Dez backpedaled to get her footing, set her weight on the balls of her feet, and as the creature shambled forward she used both weapons to slap its reaching arms down and then thrust the Y-stick hard against its throat. The mouth of the Y snugged in tight under the chin of that snapping mouth, and Dez quickly moved close and brought the blackjack down on the crown of the monster’s head. The blackjack was made from a heavy pellet of lead wrapped in leather. The weapon’s neck was flexible, which allowed for a lot of snapping speed. Handled one way and it would deliver a soft, penetrating blow that would render a criminal dazed or unconscious, often with a mild concussion. Used any other way it crushed bone and drove splinters through dura-matter and into the brain. There was a reason it had been outlawed by police forces across America. Just as there was a reason Dez Fox had taken it out of the box of weapons she’d kept in her trailer home when everything was falling apart. She’d nearly lost her job for using it once while busting up a biker gang brawl, now she was glad she hadn’t thrown it away.

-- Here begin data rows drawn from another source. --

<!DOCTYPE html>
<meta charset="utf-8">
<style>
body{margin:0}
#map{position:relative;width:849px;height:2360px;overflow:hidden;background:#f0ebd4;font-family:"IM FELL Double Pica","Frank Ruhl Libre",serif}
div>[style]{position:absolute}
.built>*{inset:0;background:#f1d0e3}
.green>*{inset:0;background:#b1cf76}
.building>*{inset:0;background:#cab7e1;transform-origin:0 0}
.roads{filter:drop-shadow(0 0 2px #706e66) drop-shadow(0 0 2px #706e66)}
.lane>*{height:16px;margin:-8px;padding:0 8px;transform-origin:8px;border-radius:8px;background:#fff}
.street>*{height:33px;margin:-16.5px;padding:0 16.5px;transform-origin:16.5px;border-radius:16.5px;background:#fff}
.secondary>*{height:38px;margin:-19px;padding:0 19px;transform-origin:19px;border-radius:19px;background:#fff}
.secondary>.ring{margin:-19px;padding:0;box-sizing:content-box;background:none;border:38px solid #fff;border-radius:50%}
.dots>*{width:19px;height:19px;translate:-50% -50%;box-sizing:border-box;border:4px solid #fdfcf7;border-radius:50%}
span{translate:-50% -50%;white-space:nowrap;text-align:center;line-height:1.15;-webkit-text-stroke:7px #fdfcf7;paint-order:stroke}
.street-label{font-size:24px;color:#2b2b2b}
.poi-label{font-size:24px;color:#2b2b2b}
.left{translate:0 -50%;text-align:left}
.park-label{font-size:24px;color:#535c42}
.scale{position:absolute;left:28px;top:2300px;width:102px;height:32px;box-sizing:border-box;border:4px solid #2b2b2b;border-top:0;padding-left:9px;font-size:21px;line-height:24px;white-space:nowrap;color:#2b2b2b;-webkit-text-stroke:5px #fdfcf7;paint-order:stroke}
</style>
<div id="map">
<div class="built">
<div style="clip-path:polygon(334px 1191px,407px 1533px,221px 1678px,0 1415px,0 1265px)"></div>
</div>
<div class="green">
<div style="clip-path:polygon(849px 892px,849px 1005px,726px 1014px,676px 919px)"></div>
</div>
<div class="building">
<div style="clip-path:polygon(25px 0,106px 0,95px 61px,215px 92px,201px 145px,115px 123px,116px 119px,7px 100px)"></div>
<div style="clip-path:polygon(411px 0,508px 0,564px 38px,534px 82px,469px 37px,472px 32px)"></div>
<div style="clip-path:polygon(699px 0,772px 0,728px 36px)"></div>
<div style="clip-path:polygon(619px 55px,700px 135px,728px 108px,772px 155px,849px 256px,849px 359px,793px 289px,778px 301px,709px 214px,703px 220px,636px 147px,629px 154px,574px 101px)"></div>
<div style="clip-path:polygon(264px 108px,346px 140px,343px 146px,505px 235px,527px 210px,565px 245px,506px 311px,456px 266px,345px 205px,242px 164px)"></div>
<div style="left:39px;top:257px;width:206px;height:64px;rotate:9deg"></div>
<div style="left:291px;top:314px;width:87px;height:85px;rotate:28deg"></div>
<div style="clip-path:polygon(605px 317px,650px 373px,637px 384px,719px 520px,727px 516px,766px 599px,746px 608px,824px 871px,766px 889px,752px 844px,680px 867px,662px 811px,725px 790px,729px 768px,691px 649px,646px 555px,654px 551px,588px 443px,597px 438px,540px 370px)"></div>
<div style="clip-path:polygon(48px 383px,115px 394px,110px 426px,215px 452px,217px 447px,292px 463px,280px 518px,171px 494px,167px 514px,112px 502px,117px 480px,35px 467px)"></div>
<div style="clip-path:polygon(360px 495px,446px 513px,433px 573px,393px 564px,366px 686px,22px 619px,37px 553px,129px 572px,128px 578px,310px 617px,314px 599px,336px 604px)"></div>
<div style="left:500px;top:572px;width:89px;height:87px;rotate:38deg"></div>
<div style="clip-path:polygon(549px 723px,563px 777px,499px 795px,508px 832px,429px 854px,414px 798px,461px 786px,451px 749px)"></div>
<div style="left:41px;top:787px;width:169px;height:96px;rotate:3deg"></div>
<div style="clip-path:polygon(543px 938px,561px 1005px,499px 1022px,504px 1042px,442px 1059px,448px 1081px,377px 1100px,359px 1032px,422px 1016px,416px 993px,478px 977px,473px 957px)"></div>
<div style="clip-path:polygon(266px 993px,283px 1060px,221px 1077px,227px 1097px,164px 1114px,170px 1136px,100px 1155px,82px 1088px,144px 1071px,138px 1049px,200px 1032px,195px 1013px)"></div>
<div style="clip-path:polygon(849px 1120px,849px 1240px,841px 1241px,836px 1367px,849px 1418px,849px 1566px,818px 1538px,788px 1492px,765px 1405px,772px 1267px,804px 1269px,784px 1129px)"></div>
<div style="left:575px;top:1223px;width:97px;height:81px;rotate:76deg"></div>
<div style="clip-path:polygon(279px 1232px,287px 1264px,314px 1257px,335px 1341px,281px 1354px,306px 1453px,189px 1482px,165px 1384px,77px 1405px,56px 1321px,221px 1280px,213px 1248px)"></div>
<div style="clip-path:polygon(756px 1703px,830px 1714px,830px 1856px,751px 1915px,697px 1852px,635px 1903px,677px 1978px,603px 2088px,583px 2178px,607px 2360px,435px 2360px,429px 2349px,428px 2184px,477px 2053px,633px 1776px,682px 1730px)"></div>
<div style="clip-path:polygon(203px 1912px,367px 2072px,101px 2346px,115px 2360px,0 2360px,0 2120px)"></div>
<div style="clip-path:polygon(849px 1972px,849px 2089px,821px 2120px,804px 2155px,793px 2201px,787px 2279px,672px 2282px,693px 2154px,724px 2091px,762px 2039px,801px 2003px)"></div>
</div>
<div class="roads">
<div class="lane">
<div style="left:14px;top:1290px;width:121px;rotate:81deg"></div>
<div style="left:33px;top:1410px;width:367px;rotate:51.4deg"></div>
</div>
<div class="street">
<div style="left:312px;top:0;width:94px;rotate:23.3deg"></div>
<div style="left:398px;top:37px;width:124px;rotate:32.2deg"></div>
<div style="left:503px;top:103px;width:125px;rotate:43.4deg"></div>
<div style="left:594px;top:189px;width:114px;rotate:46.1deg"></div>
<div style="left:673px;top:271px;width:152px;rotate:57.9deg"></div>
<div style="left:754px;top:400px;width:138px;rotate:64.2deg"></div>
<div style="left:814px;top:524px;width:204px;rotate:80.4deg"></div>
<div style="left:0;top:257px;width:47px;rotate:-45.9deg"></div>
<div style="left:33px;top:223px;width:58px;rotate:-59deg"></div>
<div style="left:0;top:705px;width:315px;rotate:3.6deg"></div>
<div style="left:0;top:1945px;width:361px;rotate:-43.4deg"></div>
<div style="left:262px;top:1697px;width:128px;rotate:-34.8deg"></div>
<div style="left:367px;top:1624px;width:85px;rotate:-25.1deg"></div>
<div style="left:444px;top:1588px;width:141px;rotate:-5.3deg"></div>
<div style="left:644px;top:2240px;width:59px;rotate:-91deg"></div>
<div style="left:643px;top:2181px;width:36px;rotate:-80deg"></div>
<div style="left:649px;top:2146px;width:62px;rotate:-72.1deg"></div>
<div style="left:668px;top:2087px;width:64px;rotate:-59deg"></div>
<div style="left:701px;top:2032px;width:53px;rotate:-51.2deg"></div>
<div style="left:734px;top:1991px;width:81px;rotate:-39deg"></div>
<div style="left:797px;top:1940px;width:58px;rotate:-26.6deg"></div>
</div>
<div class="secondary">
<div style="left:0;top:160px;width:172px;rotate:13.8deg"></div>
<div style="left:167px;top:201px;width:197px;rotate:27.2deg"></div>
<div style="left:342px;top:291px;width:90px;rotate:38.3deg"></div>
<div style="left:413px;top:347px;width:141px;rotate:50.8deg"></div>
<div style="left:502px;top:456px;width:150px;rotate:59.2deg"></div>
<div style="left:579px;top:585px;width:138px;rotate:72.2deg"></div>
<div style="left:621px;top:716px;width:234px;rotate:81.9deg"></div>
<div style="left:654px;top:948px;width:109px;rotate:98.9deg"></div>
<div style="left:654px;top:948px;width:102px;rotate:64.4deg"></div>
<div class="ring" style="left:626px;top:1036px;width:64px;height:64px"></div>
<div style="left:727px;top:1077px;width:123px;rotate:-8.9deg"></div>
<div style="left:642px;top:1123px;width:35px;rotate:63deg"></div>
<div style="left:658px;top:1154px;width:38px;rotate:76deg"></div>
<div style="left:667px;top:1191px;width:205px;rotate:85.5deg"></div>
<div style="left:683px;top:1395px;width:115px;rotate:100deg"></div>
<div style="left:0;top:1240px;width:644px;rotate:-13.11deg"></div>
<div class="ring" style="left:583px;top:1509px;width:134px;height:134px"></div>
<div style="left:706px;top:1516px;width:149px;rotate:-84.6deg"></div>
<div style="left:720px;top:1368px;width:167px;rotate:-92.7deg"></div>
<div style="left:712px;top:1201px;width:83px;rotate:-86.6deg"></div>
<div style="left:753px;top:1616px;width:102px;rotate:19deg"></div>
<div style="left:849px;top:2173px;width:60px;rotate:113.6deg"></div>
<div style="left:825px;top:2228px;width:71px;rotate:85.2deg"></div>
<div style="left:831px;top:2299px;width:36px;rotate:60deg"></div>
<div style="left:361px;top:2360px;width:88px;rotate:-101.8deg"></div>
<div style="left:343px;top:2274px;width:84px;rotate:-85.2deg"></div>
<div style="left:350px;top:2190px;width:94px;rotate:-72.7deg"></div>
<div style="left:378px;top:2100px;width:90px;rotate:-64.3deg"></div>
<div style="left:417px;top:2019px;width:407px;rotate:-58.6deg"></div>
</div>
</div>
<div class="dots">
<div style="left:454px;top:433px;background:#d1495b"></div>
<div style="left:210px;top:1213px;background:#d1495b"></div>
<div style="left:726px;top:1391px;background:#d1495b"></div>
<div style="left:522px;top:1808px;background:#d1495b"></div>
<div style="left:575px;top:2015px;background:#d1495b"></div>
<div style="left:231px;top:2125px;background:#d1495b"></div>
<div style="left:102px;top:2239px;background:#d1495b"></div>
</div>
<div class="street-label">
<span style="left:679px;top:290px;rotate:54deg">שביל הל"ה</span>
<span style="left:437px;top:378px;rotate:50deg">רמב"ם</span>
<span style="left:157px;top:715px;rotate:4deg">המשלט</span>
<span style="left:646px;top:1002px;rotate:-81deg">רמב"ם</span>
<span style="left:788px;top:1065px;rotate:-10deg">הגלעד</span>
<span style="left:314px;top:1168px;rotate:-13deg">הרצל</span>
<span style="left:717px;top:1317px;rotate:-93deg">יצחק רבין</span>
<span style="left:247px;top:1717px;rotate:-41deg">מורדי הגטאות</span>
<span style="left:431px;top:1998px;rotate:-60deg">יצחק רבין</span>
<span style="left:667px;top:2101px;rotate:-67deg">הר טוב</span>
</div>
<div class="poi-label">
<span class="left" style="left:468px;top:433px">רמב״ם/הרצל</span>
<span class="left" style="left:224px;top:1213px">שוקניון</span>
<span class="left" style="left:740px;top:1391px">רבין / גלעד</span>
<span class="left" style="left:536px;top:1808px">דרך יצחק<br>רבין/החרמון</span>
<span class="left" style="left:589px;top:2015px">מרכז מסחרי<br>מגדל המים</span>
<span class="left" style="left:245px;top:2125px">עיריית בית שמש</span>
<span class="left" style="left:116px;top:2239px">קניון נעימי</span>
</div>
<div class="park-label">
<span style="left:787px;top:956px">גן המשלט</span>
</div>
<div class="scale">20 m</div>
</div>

The blackjack whipped through the air and hit the zombie on the crown with enough force to send a shockwave up Dez’s arm. She knew from hard, bad experience that it wasn’t any trauma to the brain that stopped one of the dead. The blow had to do significant damage to the motor cortex or the brainstem. So, as the creature dropped to its knees, Dez used the Y-stick to set it for the killing blow. Another swing, another crunch, and then the zombie was a ragdoll. Dead for sure and forever.